▶ **Problem description**
Of the entries that follow, how many lines hold the word "none"? Reply with the number only.

** Opening Records block **

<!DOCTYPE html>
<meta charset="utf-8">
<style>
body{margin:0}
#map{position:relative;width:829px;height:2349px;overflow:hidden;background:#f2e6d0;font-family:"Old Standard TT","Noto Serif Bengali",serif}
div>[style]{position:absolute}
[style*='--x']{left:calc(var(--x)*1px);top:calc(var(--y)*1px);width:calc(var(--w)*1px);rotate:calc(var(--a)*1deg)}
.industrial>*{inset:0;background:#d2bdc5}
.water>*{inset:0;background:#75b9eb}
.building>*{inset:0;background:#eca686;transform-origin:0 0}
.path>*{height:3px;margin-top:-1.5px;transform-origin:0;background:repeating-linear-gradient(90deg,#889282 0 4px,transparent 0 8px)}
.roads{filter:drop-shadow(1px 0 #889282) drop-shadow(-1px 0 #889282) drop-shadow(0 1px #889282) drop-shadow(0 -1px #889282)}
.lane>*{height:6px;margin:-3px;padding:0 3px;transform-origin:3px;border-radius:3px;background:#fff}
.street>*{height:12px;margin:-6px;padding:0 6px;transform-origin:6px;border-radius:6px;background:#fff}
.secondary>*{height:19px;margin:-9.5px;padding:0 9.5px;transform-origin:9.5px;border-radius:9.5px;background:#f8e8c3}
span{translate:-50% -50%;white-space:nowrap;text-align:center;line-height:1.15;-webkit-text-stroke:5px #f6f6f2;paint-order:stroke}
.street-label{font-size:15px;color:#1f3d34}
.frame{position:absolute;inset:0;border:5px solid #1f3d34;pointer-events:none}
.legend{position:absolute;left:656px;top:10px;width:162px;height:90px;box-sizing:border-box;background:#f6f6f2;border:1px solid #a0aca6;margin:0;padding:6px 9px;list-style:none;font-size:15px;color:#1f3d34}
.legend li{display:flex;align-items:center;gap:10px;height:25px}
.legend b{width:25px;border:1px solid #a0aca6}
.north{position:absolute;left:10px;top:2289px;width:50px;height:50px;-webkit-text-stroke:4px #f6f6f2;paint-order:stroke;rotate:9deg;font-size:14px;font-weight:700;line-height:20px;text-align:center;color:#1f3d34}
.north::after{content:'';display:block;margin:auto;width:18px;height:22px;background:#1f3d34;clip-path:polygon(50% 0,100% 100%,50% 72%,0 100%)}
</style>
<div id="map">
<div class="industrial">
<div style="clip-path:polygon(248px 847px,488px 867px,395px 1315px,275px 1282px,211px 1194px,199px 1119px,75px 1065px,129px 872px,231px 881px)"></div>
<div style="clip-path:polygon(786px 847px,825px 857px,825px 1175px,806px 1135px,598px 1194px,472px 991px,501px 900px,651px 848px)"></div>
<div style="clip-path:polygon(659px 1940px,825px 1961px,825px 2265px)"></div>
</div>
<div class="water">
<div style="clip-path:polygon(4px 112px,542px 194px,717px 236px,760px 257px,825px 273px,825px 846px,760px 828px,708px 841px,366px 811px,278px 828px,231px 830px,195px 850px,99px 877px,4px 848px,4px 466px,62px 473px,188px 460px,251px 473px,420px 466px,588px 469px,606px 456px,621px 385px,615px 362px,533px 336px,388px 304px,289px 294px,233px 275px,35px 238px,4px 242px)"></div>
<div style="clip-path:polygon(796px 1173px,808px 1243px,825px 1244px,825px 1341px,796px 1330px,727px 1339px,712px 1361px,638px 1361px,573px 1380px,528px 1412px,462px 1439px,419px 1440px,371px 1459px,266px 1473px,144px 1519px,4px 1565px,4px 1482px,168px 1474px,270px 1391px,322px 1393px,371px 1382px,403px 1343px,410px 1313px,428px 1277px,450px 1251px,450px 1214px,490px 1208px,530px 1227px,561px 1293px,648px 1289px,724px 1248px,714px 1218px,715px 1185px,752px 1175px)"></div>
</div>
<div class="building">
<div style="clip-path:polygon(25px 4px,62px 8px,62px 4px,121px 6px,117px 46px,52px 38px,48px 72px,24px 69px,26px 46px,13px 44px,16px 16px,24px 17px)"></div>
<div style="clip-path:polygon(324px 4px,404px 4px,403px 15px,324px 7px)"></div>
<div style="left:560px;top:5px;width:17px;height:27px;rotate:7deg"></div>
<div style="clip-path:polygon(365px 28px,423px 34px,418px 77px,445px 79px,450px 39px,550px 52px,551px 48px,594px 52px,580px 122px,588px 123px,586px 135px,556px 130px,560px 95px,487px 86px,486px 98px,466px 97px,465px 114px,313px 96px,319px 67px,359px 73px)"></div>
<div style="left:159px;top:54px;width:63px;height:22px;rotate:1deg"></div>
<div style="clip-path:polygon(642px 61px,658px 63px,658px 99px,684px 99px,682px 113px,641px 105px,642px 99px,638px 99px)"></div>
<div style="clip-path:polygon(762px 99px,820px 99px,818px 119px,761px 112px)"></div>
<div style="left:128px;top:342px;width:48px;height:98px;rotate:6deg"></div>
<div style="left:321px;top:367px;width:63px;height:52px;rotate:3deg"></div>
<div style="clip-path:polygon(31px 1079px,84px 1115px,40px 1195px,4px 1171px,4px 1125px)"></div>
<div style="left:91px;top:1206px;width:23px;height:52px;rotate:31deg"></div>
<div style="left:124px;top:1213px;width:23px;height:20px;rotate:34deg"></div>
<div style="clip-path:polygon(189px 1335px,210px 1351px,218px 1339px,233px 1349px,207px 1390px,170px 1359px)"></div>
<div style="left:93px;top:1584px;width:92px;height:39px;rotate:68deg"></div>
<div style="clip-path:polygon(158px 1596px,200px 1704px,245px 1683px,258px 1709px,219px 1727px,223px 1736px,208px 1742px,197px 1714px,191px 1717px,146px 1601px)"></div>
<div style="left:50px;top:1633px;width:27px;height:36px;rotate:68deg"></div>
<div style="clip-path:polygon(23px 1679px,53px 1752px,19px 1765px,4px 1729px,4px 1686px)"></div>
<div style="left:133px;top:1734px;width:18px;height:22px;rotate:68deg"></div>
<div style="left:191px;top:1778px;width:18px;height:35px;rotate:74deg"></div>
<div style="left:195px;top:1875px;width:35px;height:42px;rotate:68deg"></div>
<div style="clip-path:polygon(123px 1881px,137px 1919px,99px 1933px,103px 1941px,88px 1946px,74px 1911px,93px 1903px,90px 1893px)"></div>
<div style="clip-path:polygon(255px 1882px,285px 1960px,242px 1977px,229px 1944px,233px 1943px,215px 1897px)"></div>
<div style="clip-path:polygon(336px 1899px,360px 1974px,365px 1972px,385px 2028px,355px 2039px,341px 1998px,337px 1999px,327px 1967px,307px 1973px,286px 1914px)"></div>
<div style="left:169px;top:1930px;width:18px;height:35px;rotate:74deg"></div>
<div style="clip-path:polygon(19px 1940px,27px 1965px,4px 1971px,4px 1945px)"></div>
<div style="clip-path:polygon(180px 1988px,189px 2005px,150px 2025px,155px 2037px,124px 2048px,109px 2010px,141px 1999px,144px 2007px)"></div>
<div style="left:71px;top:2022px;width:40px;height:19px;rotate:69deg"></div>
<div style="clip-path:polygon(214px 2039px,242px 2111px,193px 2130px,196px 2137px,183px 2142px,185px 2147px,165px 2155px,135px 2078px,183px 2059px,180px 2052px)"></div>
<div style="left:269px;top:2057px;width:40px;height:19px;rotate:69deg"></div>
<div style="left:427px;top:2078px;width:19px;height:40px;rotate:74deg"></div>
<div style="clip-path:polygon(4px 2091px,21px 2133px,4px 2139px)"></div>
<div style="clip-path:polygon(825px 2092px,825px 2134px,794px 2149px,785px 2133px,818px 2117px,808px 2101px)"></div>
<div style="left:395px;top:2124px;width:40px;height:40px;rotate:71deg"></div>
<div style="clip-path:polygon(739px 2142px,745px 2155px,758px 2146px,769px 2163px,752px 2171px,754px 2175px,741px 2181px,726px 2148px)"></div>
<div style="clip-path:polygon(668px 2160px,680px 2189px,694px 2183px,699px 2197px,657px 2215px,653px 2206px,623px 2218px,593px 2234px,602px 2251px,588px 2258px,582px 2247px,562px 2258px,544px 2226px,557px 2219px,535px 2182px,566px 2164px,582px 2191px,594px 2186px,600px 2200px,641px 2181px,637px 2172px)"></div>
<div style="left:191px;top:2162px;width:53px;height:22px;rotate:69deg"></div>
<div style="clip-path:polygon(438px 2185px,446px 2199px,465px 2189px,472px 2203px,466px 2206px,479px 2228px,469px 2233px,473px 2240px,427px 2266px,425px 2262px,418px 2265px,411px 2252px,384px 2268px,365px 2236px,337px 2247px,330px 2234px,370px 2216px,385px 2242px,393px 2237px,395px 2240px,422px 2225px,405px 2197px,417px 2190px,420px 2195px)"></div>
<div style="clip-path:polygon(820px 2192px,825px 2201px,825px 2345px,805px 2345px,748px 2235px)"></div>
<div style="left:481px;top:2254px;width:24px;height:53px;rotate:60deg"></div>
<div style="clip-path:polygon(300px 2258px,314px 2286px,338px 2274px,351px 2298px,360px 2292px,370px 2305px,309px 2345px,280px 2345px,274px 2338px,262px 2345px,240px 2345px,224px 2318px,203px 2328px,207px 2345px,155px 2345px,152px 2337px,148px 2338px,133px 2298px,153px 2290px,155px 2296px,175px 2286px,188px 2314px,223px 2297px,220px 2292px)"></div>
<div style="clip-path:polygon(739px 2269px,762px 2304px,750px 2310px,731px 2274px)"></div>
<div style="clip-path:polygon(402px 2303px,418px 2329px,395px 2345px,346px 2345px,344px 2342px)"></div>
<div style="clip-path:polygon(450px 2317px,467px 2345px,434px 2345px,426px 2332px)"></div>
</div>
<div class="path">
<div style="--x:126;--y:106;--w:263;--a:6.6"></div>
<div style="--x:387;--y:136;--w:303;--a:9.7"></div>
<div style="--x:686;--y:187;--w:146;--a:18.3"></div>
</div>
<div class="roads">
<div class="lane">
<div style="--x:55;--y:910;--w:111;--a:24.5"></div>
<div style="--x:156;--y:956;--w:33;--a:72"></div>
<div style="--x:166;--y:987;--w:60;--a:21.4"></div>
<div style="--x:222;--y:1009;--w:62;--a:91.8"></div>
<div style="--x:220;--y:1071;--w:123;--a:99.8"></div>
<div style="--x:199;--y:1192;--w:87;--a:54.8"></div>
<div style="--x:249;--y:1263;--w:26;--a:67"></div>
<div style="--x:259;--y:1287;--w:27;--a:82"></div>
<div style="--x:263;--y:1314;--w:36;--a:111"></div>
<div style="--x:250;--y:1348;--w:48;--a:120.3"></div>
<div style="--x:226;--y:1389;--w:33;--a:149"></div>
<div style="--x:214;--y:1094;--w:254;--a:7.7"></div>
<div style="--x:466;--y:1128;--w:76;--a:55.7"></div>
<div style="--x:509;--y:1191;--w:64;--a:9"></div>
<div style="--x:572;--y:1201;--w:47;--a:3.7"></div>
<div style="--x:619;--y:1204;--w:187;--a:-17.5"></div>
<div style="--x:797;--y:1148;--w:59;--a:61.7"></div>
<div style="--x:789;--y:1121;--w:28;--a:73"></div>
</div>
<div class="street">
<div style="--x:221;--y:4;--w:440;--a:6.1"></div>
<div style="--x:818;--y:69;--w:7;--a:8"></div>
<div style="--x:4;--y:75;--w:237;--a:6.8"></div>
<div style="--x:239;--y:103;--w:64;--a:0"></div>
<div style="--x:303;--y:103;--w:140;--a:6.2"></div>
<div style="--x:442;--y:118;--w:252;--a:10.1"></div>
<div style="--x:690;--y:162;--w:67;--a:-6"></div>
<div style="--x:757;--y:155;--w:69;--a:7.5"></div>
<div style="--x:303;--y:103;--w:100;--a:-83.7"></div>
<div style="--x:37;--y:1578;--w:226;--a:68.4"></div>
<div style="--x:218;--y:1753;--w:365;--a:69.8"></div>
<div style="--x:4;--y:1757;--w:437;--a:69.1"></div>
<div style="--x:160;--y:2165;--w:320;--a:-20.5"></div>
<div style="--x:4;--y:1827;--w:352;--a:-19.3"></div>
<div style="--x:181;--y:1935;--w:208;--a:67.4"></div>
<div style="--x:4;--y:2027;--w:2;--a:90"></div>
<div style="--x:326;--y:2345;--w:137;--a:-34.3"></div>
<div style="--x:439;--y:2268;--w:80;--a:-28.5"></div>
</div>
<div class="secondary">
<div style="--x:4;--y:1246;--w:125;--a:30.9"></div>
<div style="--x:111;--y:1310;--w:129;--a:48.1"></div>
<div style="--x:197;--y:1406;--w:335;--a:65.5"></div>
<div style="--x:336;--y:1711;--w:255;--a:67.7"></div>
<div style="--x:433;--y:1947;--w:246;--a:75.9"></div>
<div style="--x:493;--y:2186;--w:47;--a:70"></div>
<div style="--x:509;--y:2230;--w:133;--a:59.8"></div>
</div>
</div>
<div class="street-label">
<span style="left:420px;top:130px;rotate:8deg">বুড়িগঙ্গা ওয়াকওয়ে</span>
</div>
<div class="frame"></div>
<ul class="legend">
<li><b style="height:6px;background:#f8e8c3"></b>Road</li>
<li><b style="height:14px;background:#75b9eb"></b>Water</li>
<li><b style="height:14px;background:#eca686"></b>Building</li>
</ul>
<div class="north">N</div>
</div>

** Closing Records block **

▶ **Result of this exercise**
2